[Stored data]

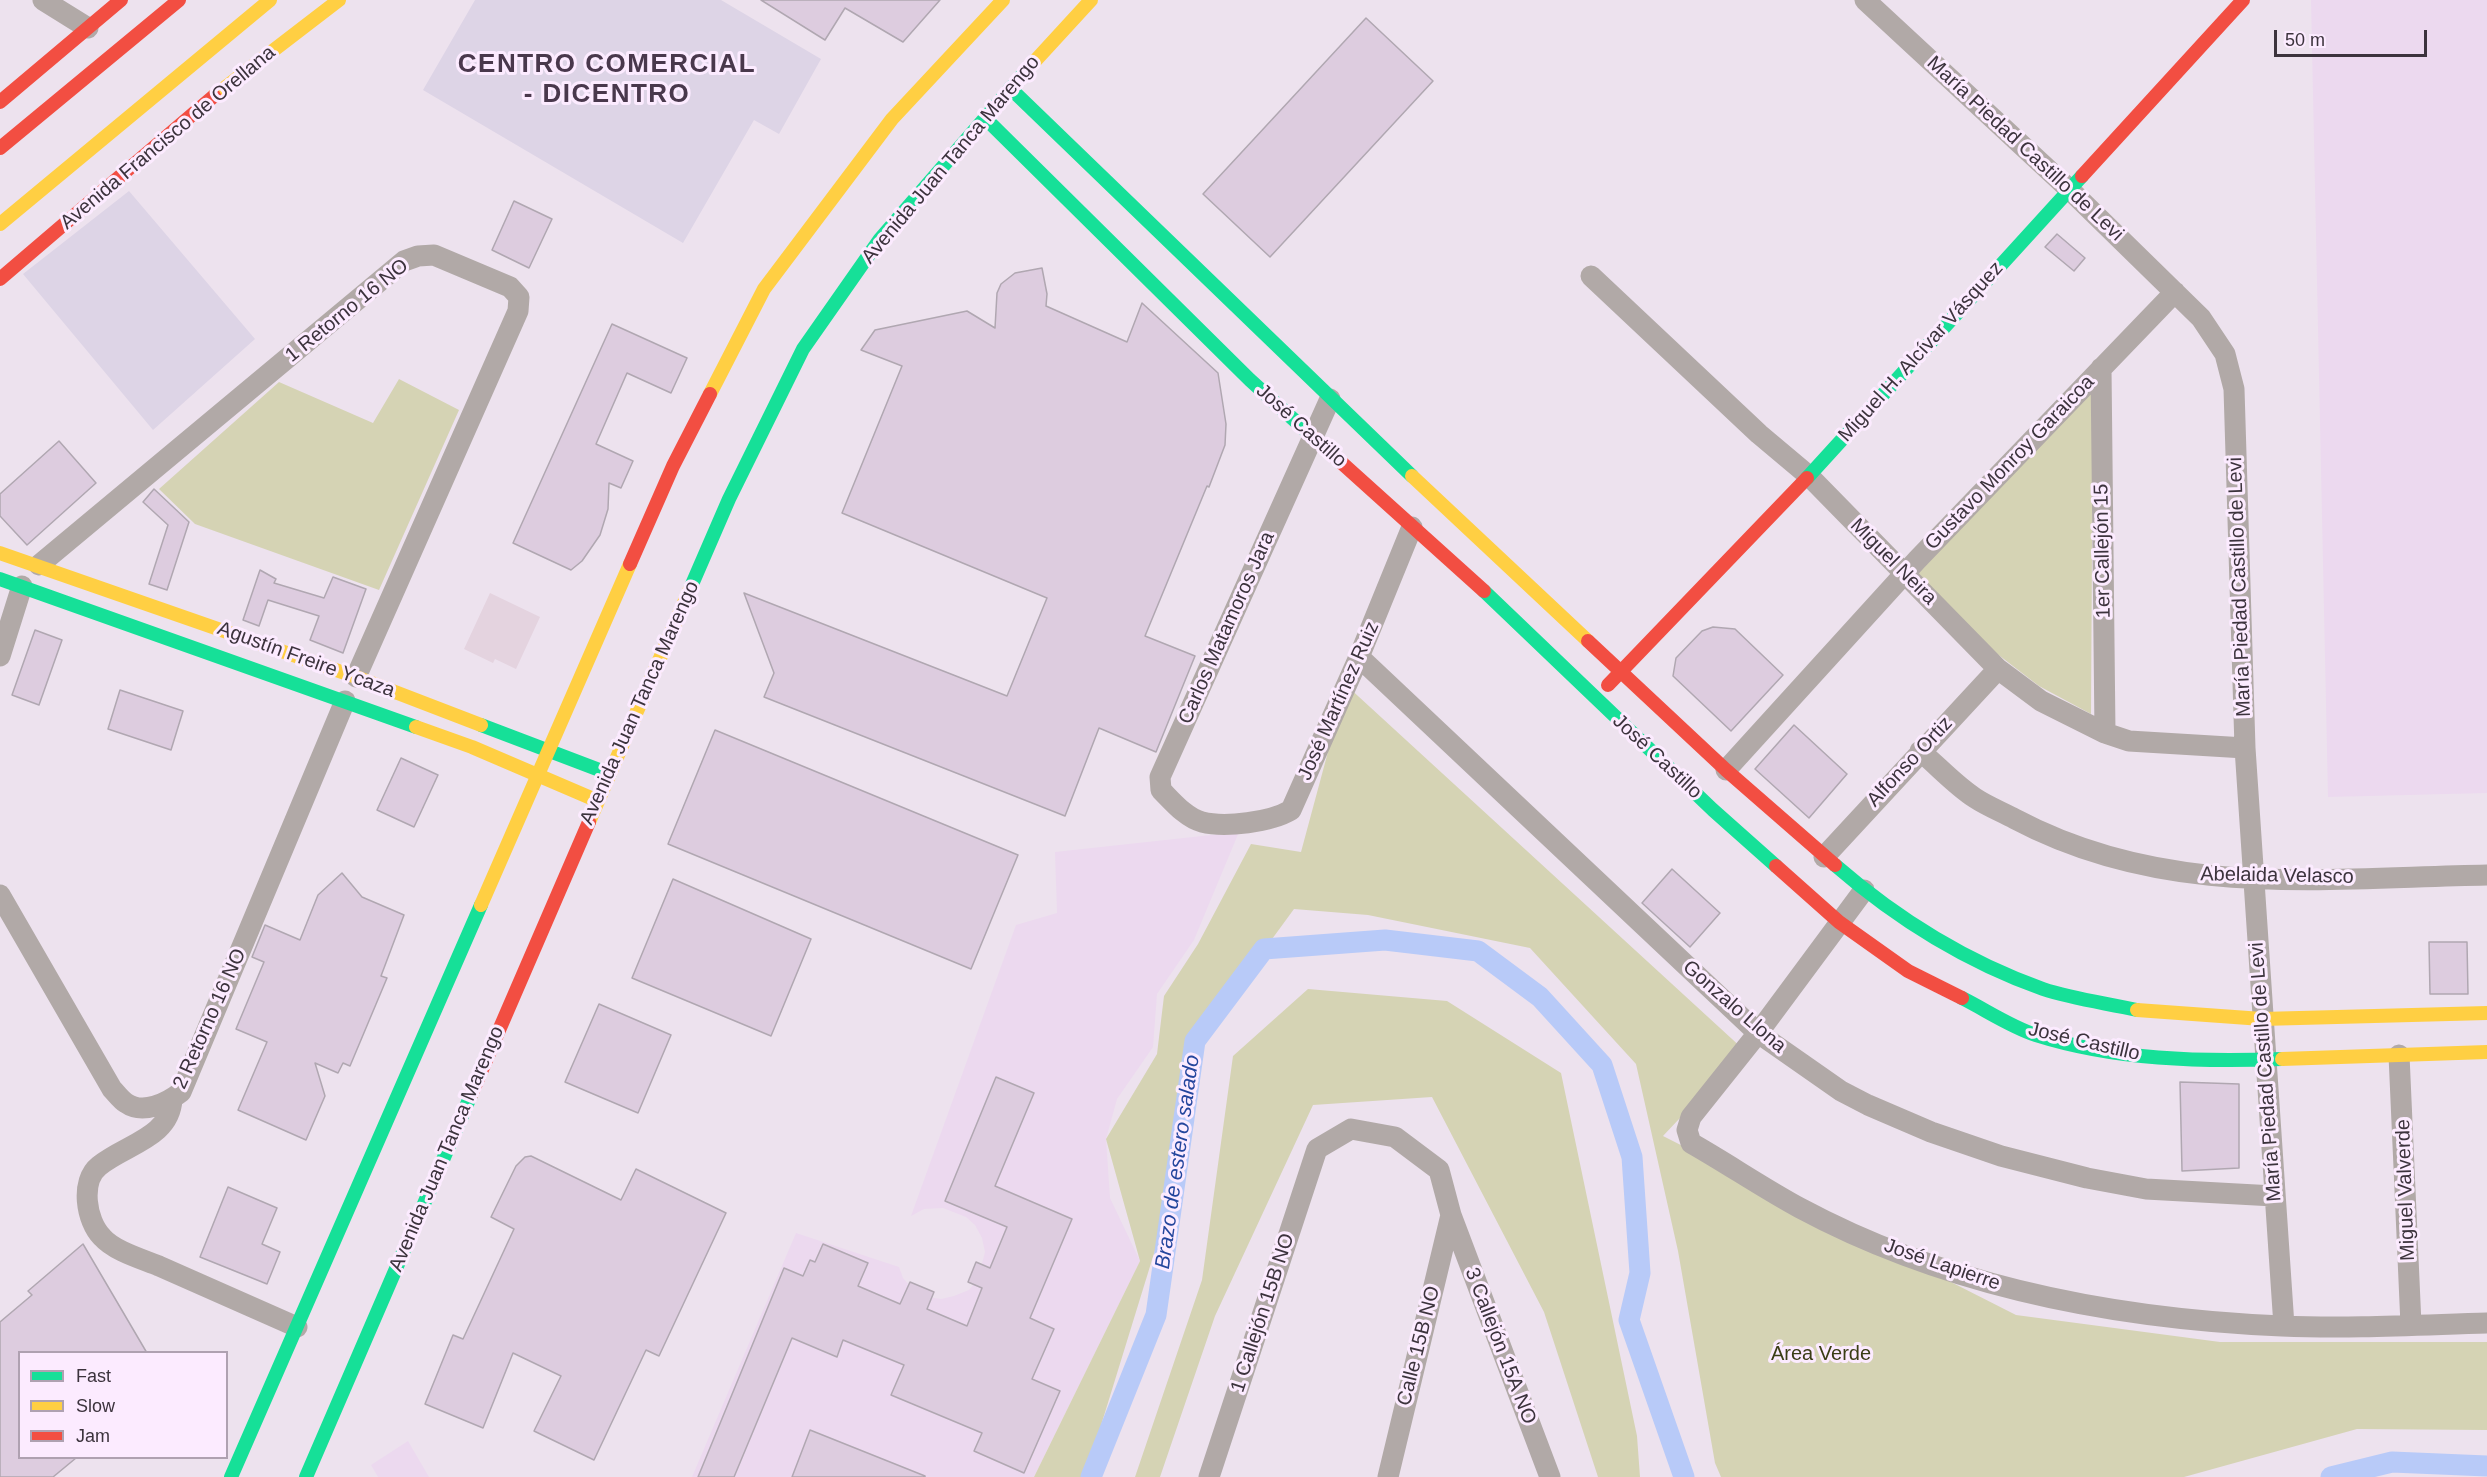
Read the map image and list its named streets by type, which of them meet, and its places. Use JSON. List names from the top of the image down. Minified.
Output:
{"streets":{"main road":["Avenida Francisco de Orellana","Avenida Juan Tanca Marengo","Miguel H. Alcívar Vásquez","José Castillo","Agustín Freire Ycaza"],"street":["María Piedad Castillo de Levi","1 Retorno 16 NO","Gustavo Monroy Garaicoa","1er Callejón 15","Miguel Neira","Carlos Matamoros Jara","José Martínez Ruiz","Alfonso Ortiz","Abelaida Velasco","Gonzalo Llona","2 Retorno 16 NO","Miguel Valverde","José Lapierre","1 Callejón 15B NO","Calle 15B NO","3 Callejón 15A NO"]},"crossings":[["María Piedad Castillo de Levi","Miguel H. Alcívar Vásquez"],["María Piedad Castillo de Levi","José Castillo"],["María Piedad Castillo de Levi","Gustavo Monroy Garaicoa"],["María Piedad Castillo de Levi","Miguel Neira"],["María Piedad Castillo de Levi","Abelaida Velasco"],["María Piedad Castillo de Levi","Gonzalo Llona"],["María Piedad Castillo de Levi","José Lapierre"],["Avenida Juan Tanca Marengo","José Castillo"],["Avenida Juan Tanca Marengo","Agustín Freire Ycaza"],["1 Retorno 16 NO","Agustín Freire Ycaza"],["Miguel H. Alcívar Vásquez","José Castillo"],["Miguel H. Alcívar Vásquez","Miguel Neira"],["José Castillo","Gustavo Monroy Garaicoa"],["José Castillo","Carlos Matamoros Jara"],["José Castillo","José Martínez Ruiz"],["José Castillo","Alfonso Ortiz"],["José Castillo","Miguel Valverde"],["José Castillo","José Lapierre"],["Gustavo Monroy Garaicoa","1er Callejón 15"],["Gustavo Monroy Garaicoa","Miguel Neira"],["1er Callejón 15","Miguel Neira"],["Miguel Neira","Alfonso Ortiz"],["Carlos Matamoros Jara","José Martínez Ruiz"],["Agustín Freire Ycaza","2 Retorno 16 NO"],["José Martínez Ruiz","Gonzalo Llona"],["Alfonso Ortiz","Abelaida Velasco"],["Gonzalo Llona","José Lapierre"],["Miguel Valverde","José Lapierre"],["1 Callejón 15B NO","3 Callejón 15A NO"],["Calle 15B NO","3 Callejón 15A NO"]],"districts":["CENTRO COMERCIAL - DICENTRO"],"water":["Brazo de estero salado"],"parks":["Área Verde"],"legend":["Fast","Slow","Jam"],"scale_bar":"50 m"}
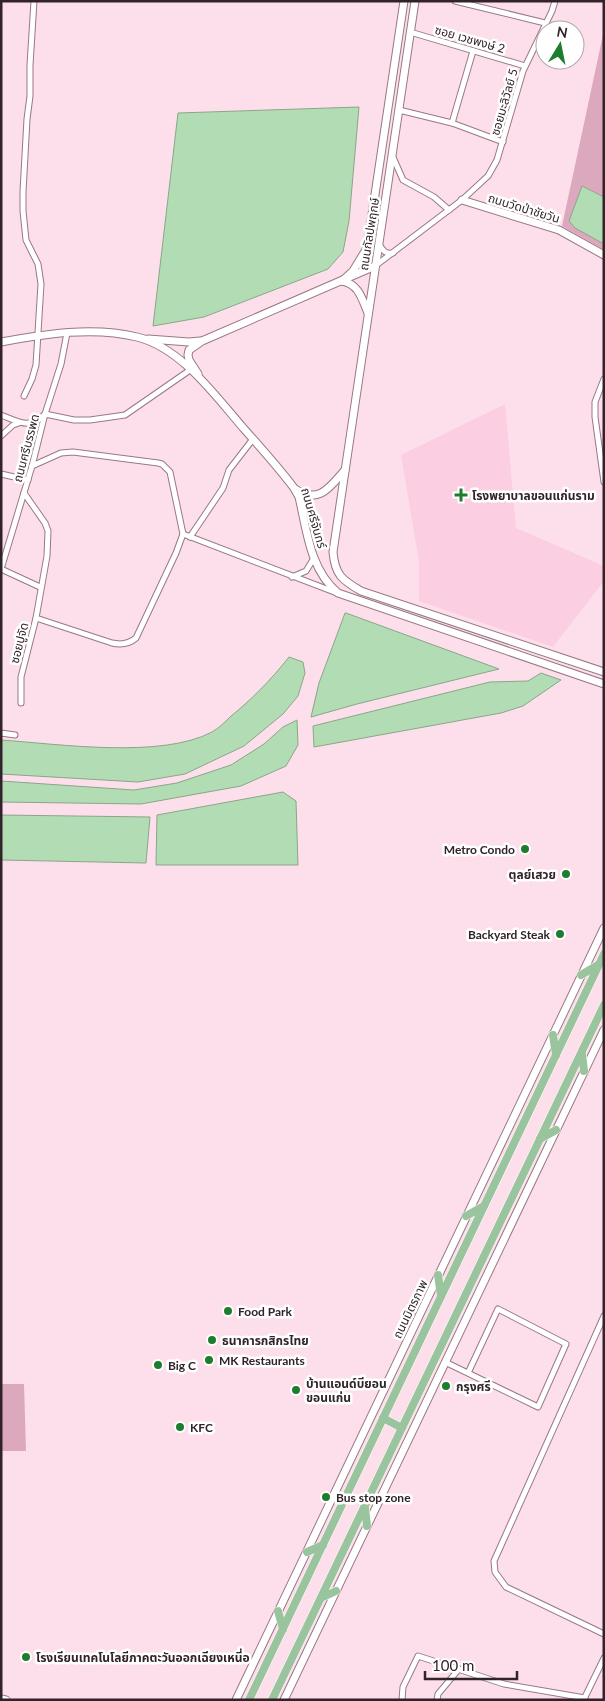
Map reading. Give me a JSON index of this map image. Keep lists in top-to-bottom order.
{
  "streets": {
    "main road": [
      "ถนนวัดป่าชัยวัน",
      "ถนนกัลปพฤกษ์",
      "ถนนศรีจันทร์",
      "ถนนมิตรภาพ"
    ],
    "street": [
      "ซอย เวชพงษ์ 2",
      "ซอยมะลิวัลย์ 5",
      "ถนนศรีบรรพด",
      "ซอยปูจัด"
    ]
  },
  "crossings": [
    ["ซอย เวชพงษ์ 2", "ซอยมะลิวัลย์ 5"],
    ["ซอย เวชพงษ์ 2", "ถนนกัลปพฤกษ์"],
    ["ซอยมะลิวัลย์ 5", "ถนนวัดป่าชัยวัน"],
    ["ซอยมะลิวัลย์ 5", "ถนนกัลปพฤกษ์"],
    ["ถนนศรีบรรพด", "ถนนศรีจันทร์"],
    ["ถนนศรีบรรพด", "ซอยปูจัด"]
  ],
  "places": {
    "health": ["โรงพยาบาลขอนแก่นราม"],
    "other": [
      "Metro Condo",
      "ตุลย์เสวย",
      "Backyard Steak",
      "Food Park",
      "ธนาคารกสิกรไทย",
      "MK Restaurants",
      "Big C",
      "กรุงศรี",
      "บ้านแอนด์บียอน ขอนแก่น",
      "KFC",
      "Bus stop zone",
      "โรงเรียนเทคโนโลยีภาคตะวันออกเฉียงเหนี่อ"
    ]
  },
  "scale_bar": "100 m",
  "north": "top"
}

* [Task description]:
A verbatim copy of all the records, minus the pictures, is the expected answer.

* [Answer]:
Read the map image and list its named streets by type, which of them meet, and its places. Use JSON. List names from the top of the image down. Minified.
Output:
{"streets":{"main road":["Avenida Francisco de Orellana","Avenida Juan Tanca Marengo","Miguel H. Alcívar Vásquez","José Castillo","Agustín Freire Ycaza"],"street":["María Piedad Castillo de Levi","1 Retorno 16 NO","Gustavo Monroy Garaicoa","1er Callejón 15","Miguel Neira","Carlos Matamoros Jara","José Martínez Ruiz","Alfonso Ortiz","Abelaida Velasco","Gonzalo Llona","2 Retorno 16 NO","Miguel Valverde","José Lapierre","1 Callejón 15B NO","Calle 15B NO","3 Callejón 15A NO"]},"crossings":[["María Piedad Castillo de Levi","Miguel H. Alcívar Vásquez"],["María Piedad Castillo de Levi","José Castillo"],["María Piedad Castillo de Levi","Gustavo Monroy Garaicoa"],["María Piedad Castillo de Levi","Miguel Neira"],["María Piedad Castillo de Levi","Abelaida Velasco"],["María Piedad Castillo de Levi","Gonzalo Llona"],["María Piedad Castillo de Levi","José Lapierre"],["Avenida Juan Tanca Marengo","José Castillo"],["Avenida Juan Tanca Marengo","Agustín Freire Ycaza"],["1 Retorno 16 NO","Agustín Freire Ycaza"],["Miguel H. Alcívar Vásquez","José Castillo"],["Miguel H. Alcívar Vásquez","Miguel Neira"],["José Castillo","Gustavo Monroy Garaicoa"],["José Castillo","Carlos Matamoros Jara"],["José Castillo","José Martínez Ruiz"],["José Castillo","Alfonso Ortiz"],["José Castillo","Miguel Valverde"],["José Castillo","José Lapierre"],["Gustavo Monroy Garaicoa","1er Callejón 15"],["Gustavo Monroy Garaicoa","Miguel Neira"],["1er Callejón 15","Miguel Neira"],["Miguel Neira","Alfonso Ortiz"],["Carlos Matamoros Jara","José Martínez Ruiz"],["Agustín Freire Ycaza","2 Retorno 16 NO"],["José Martínez Ruiz","Gonzalo Llona"],["Alfonso Ortiz","Abelaida Velasco"],["Gonzalo Llona","José Lapierre"],["Miguel Valverde","José Lapierre"],["1 Callejón 15B NO","3 Callejón 15A NO"],["Calle 15B NO","3 Callejón 15A NO"]],"districts":["CENTRO COMERCIAL - DICENTRO"],"water":["Brazo de estero salado"],"parks":["Área Verde"],"legend":["Fast","Slow","Jam"],"scale_bar":"50 m"}
Map reading. Give me a JSON index of this map image. Keep lists in top-to-bottom order.
{
  "streets": {
    "main road": [
      "ถนนวัดป่าชัยวัน",
      "ถนนกัลปพฤกษ์",
      "ถนนศรีจันทร์",
      "ถนนมิตรภาพ"
    ],
    "street": [
      "ซอย เวชพงษ์ 2",
      "ซอยมะลิวัลย์ 5",
      "ถนนศรีบรรพด",
      "ซอยปูจัด"
    ]
  },
  "crossings": [
    ["ซอย เวชพงษ์ 2", "ซอยมะลิวัลย์ 5"],
    ["ซอย เวชพงษ์ 2", "ถนนกัลปพฤกษ์"],
    ["ซอยมะลิวัลย์ 5", "ถนนวัดป่าชัยวัน"],
    ["ซอยมะลิวัลย์ 5", "ถนนกัลปพฤกษ์"],
    ["ถนนศรีบรรพด", "ถนนศรีจันทร์"],
    ["ถนนศรีบรรพด", "ซอยปูจัด"]
  ],
  "places": {
    "health": ["โรงพยาบาลขอนแก่นราม"],
    "other": [
      "Metro Condo",
      "ตุลย์เสวย",
      "Backyard Steak",
      "Food Park",
      "ธนาคารกสิกรไทย",
      "MK Restaurants",
      "Big C",
      "กรุงศรี",
      "บ้านแอนด์บียอน ขอนแก่น",
      "KFC",
      "Bus stop zone",
      "โรงเรียนเทคโนโลยีภาคตะวันออกเฉียงเหนี่อ"
    ]
  },
  "scale_bar": "100 m",
  "north": "top"
}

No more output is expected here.